The value when evaluating vendors is that you have four quadrants in which you can assess whether your chosen solution is a technical good fit and is with a suitable business partner. Both are vital. You are looking for a vendor who has both the technical domain expertise and the committment to you as a customer which will help you acheive your organizational goals (for example reduced cycle time, improved quality etc.) as a trusted partner over the next decade or more.
I believe it is efficient to eliminate the following (just for now – not for all time): Requirements that your vendor has a support or training offering of a certain type. Requirements about operating system platforms or specialist IT considerations (must use EJAX with Pineapple Sauce) – toss that to one side and come back to it. Stick to A-B-C-D. That’s the first priority group of questions to be answered.
Once you select a software supplier based on these criteria – special IT needs (additions to cost of ownership) have a context where the benefit of owning the application is understood – the benefits of ownership, the value and return for investment is clear. As for Training and Support, on site consulting, professional services, applications engineering – well if the commercial off-the-shelf offering is best of breed ( wins A-B-C-D test) then you would probably expect that vendor to back their product with good staff. It usually does work that way.
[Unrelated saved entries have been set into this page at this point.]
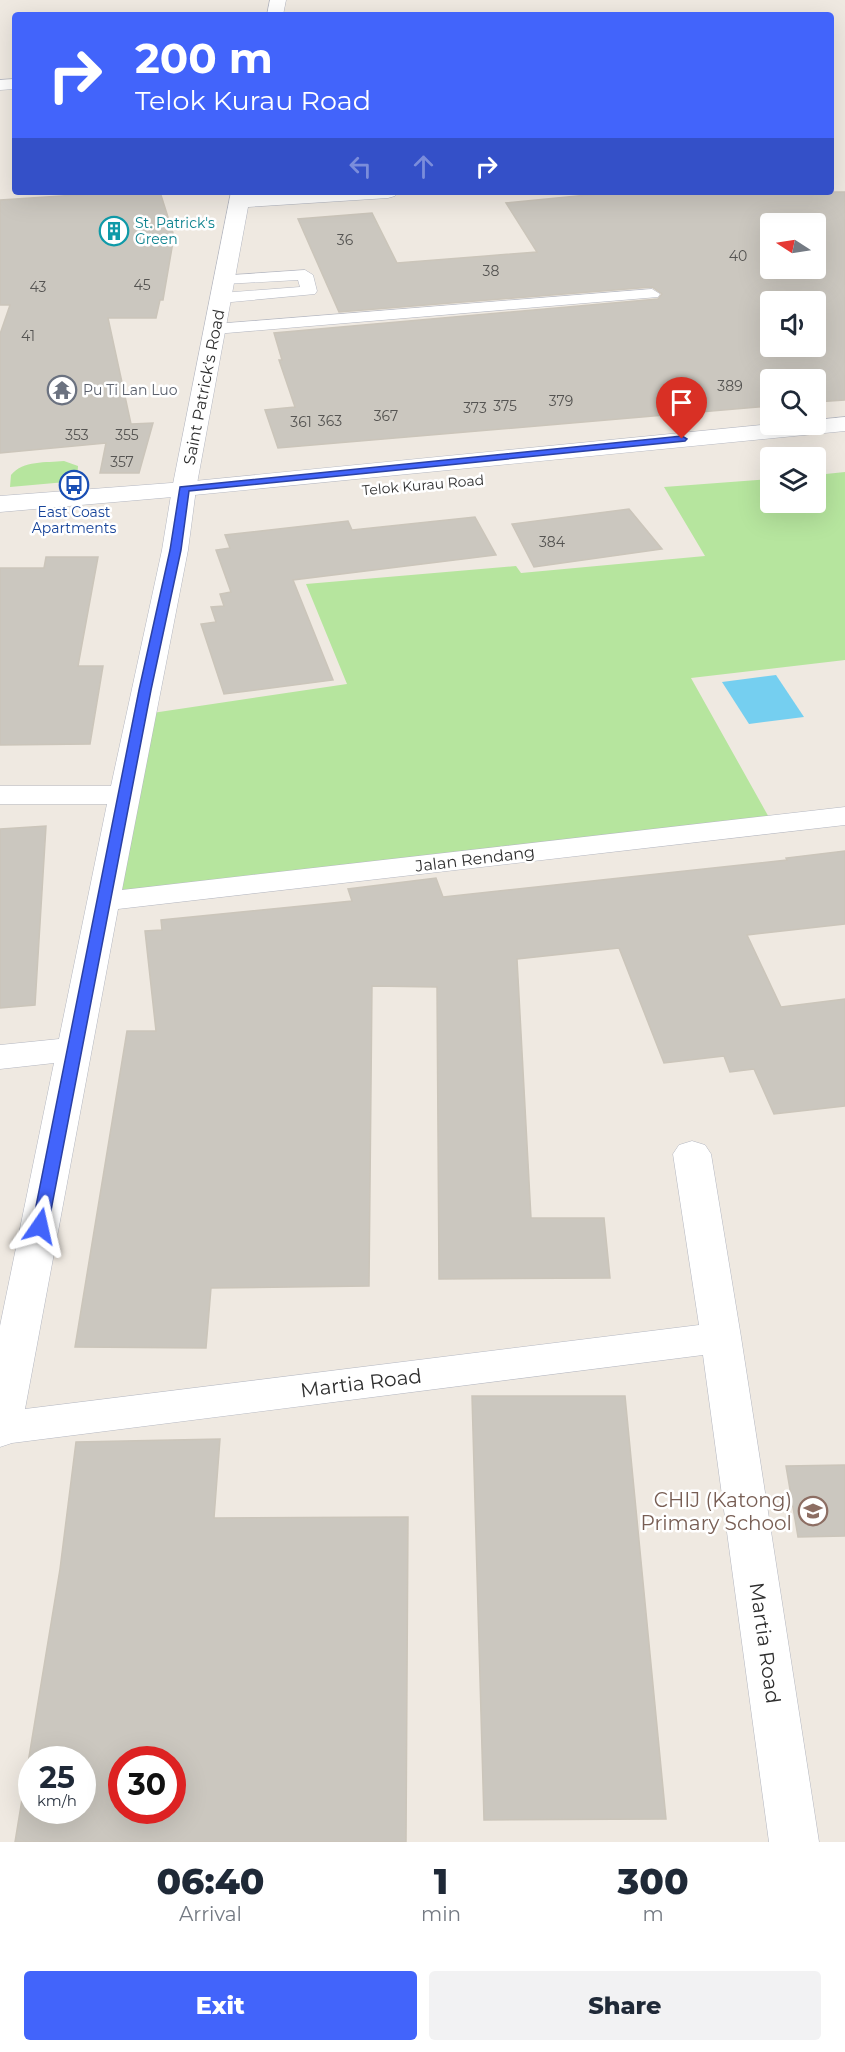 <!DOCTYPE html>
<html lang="en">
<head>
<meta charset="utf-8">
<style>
	body { margin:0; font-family:Montserrat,sans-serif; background:#f2f2f3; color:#1f2937; height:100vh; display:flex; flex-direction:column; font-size:22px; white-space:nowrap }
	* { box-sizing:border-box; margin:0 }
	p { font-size:20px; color:#747a83 }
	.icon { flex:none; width:33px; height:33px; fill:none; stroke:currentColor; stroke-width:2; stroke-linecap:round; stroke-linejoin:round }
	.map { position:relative; height:1842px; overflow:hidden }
	.details { display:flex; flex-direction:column; background:#fff; flex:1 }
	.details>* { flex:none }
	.top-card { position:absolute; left:12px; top:12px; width:822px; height:183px; border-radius:6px; box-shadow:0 6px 24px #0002; background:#4264fb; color:#fff; overflow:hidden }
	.needle { width:39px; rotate:282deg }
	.fabs { position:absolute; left:760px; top:213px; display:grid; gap:12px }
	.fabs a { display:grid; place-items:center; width:66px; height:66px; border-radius:6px; background:#fff; box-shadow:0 6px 24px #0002; font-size:30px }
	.speed { position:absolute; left:18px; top:1746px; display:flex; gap:12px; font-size:30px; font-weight:700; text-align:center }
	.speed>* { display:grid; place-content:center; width:78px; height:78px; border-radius:50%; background:#fff; box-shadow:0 6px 24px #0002; line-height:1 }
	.speed small { font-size:15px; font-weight:400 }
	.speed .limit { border:9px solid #d22; background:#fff; color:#111 }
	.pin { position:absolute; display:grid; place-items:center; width:51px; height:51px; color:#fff; margin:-62px -26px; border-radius:50% 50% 50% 0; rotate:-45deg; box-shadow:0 0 6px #0007 }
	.pin .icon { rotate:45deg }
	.me { position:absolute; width:66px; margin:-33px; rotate:11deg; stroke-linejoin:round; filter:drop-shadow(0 0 4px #0008) }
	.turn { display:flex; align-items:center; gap:21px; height:126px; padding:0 24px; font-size:27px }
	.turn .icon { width:78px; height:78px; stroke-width:2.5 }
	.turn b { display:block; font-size:42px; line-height:51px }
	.lanes { display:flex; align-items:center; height:57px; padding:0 24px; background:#0003; justify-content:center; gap:30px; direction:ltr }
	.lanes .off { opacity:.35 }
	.eta { display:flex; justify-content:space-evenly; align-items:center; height:102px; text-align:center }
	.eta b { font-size:36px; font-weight:800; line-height:42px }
	.cta { display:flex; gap:12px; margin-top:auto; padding:12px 24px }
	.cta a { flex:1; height:69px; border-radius:6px; background:#4264fb; color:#fff; font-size:24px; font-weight:800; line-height:69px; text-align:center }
	.cta a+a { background:#f2f2f3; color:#1f2937 }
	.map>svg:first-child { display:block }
	.green { fill:#b6e59e }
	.water { fill:#75cff0 }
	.building { fill:#cbc7bf; stroke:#cbc5ba; stroke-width:1.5; fill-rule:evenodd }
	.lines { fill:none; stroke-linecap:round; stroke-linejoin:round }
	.service-casing { stroke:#b4b7c1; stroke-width:1 }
	.minor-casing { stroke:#b4b7c1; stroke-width:1 }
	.tertiary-casing { stroke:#b4b7c1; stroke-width:1 }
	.service { fill:#fff; fill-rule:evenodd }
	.minor { fill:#fff; fill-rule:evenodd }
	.tertiary { fill:#fff; fill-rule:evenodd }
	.route { fill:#4264fb; stroke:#2b41a3; stroke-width:1.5 }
	.labels { text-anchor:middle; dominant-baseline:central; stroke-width:5; stroke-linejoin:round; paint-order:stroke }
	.far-culture-label { font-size:14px; fill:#0d838f; stroke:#fff; text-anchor:start }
	.number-label { font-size:14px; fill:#555452 }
	.far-worship-label { font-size:14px; fill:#5b616d; stroke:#fff; text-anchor:start }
	.far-street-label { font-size:14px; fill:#2e2e2e; stroke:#fff }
	.far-transit-label { font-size:14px; fill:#164399; stroke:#fff }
	.street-label { font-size:16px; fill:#2e2e2e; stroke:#fff }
	.near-street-label { font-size:20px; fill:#2e2e2e; stroke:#fff }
	.near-education-label { font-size:20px; fill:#785e54; stroke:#fff; text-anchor:end }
</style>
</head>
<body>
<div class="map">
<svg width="845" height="1842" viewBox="0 0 845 1842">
	<rect width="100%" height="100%" fill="#efe9e1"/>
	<g class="green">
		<path d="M64 461 78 466 77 481 10 487 11 475C23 460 46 463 64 461Z"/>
		<path d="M845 472V660L691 678 771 821 118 895 139 715 347 684 306 584 516 566 521 573 705 556 664 487 771 479V502H816V475Z"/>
	</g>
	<path class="water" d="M776 675 804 717 749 724 722 682Z"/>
	<g class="building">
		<path d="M122 192H160L174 236 163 300H160L156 318H108L131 424 153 423 139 473H100L106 443 0 453V334L10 305H0V200Z"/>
		<path d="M618 192H845V400L816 402V380H771V406L278 448 265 410 295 407 279 360H282L274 333 658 299 662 294 652 287 339 312 298 219 372 213 397 263 537 252 506 203ZM771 224H816V268H771ZM771 302H816V346H771Z"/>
		<path d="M629 509 662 549 534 567 512 524Z"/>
		<path d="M475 517 496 555 293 580 333 680 224 694 201 624 216 622 211 607 224 606 220 594 231 592 216 550 230 548 225 535 348 521 352 530Z"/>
		<path d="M46 557H98L78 666H103L90 744 0 745V568H44Z"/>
		<path d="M46 826 35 1005 0 1008V829Z"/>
		<path d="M845 851V924L747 935 781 1007 845 999V1106L774 1114 754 1069 730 1072 724 1056 664 1063 619 948 517 959 531 1218H604L610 1278 439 1279 437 987 372 986 369 1286 211 1288 206 1348 75 1347 127 1031H156L145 931 162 930 161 920 352 901 348 889 436 878 443 897 787 860 786 858Z"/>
		<path d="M472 1396H625L666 1819 484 1820Z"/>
		<path d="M220 1439 214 1518 408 1517 406 1842H15L60 1569 76 1442ZM32 1760H82V1810H32ZM122 1760H172V1810H122Z"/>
		<path d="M845 1465V1536L798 1537 786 1466Z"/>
	</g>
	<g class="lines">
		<g class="service-casing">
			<g id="service">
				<path d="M305 270 313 275 317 291 315 294 221 303 213 298 221 293 300 287 298 280 224 284 216 279 218 276Z"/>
				<path d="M652 289 660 294 658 297 215 334 207 329 215 324Z"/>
			</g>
		</g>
		<g class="minor-casing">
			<g id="minor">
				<path d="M270 0H286L283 15H267Z"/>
				<path d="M15 79V89L0 90V80Z"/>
				<path d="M231 192H251L250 195 302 192H398L395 196 388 198 248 207 196 489 188 550 122 890 845 807V825L118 909 25 1409 699 1325 673 1154 679 1145 692 1141 705 1145 711 1154 741 1337 819 1842H769L703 1355 12 1443 0 1447V1326L54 1063 0 1069V1045L59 1039 107 804H0V786H111L162 550 172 489Z"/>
			</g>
		</g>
		<g class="tertiary-casing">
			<path id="tertiary" d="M845 417V431L184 496 0 512V496L184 482 771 424H816V420Z"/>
		</g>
		<use href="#service" class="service"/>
		<use href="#minor" class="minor"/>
		<use href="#tertiary" class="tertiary"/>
	</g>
	<path class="route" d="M682 436 687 439 685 441 189 491 181 550 151 690 48 1226 46 1230H35L32 1226 139 690 170 550 180 487Z"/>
	<defs>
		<g id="building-ring" transform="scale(1.5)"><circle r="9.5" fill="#fff" stroke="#0f9aa8" stroke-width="1.5"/><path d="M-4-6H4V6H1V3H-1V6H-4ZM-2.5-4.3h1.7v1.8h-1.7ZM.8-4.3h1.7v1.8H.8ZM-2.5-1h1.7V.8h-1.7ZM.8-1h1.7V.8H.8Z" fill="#0f9aa8"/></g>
		<g id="temple-ring" transform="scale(1.5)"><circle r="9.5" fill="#fff" stroke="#6b7280" stroke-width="1.5"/><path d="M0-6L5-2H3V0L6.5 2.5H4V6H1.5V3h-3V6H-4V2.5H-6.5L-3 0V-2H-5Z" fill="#6b7280"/></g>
		<g id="bus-ring" transform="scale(1.5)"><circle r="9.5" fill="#fff" stroke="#1a4fb4" stroke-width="1.5"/><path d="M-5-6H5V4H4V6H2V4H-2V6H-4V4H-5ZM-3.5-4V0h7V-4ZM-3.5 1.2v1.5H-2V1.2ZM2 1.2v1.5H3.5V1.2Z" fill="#1a4fb4"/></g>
		<g id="school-ring" transform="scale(1.5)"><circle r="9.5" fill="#fff" stroke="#8d6e63" stroke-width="1.5"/><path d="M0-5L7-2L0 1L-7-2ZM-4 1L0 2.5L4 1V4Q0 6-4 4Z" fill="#8d6e63"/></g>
	</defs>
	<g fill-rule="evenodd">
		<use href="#building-ring" x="114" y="231"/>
		<use href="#temple-ring" x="62" y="390"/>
		<use href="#bus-ring" x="74" y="485"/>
		<use href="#school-ring" x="813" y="1511"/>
	</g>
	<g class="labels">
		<g class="far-culture-label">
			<text x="135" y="223">St. Patrick's<tspan x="135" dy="16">Green</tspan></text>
		</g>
		<g class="number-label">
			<text x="345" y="240">36</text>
			<text x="738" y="256">40</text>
			<text x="491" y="271">38</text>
			<text x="142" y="285">45</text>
			<text x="38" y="287">43</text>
			<text x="28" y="336">41</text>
			<text x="730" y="386">389</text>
			<text x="561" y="401">379</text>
			<text x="505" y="406">375</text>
			<text x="475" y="408">373</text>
			<text x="386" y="416">367</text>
			<text x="330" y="421">363</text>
			<text x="301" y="422">361</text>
			<text x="77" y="435">353</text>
			<text x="127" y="435">355</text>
			<text x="122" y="462">357</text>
			<text x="552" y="542">384</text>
		</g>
		<g class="far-worship-label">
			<text x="83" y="390">Pu Ti Lan Luo</text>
		</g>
		<g class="far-street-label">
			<text transform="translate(423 485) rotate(-5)">Telok Kurau Road</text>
		</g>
		<g class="far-transit-label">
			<text x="74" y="512">East Coast<tspan x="74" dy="16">Apartments</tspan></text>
		</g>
		<g class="street-label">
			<text transform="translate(204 387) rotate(-79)">Saint Patrick's Road</text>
			<text transform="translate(475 859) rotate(-7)">Jalan Rendang</text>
		</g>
		<g class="near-street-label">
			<text transform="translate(361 1383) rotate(-7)">Martia Road</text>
			<text transform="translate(765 1643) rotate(82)">Martia Road</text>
		</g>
		<g class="near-education-label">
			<text x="792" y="1500">CHIJ (Katong)<tspan x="792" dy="23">Primary School</tspan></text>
		</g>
	</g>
</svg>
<div class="fabs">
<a><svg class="needle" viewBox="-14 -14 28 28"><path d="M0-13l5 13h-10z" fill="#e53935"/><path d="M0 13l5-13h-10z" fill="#747a83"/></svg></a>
<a><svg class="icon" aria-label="sound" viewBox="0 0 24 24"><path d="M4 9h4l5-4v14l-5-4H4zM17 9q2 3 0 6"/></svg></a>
<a><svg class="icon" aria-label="search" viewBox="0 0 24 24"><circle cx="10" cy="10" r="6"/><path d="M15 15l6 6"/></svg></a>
<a><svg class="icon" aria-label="layers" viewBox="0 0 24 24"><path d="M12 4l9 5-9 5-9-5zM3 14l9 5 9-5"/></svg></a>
</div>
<div class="speed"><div>25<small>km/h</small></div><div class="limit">30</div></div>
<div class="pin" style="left:682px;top:439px;background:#d93025"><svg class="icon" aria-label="arrive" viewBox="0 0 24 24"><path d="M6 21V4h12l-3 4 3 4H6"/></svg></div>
<svg class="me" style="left:40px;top:1226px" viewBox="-20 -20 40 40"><path d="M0-17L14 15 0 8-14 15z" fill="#4264fb" stroke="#fff" stroke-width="4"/></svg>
<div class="top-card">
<div class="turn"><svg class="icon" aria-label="right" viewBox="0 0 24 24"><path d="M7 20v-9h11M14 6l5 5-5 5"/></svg><div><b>200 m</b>Telok Kurau Road</div></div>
<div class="lanes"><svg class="icon off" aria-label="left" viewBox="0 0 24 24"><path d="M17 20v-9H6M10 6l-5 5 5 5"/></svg><svg class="icon off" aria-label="ahead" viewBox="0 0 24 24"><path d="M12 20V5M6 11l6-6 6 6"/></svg><svg class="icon" aria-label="right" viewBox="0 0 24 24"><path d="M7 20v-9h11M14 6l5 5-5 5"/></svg></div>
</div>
</div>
<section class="details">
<div class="eta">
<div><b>06:40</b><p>Arrival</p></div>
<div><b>1</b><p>min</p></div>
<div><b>300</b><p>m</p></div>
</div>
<div class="cta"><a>Exit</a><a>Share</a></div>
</section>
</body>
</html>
Lastly – is there budget? Sometimes funding is secured in parallell to the technical feasibility studies, the RFQ and vendor selection, sometimes it is done prior. And sometimes the plug is pulled half-way through the process because Credit Default Swap Derivatives this or housing market collapse that or company X is aquired by company Y. Ignore that too for the present (as much as you can) and dance like no accountant is watching you.
Test the competence of potential vendors in categories A, B, C and D. Then proceed to detailed system evaluation with the vendor that comes out on top.
Congratulations you have saved a pile of time and money.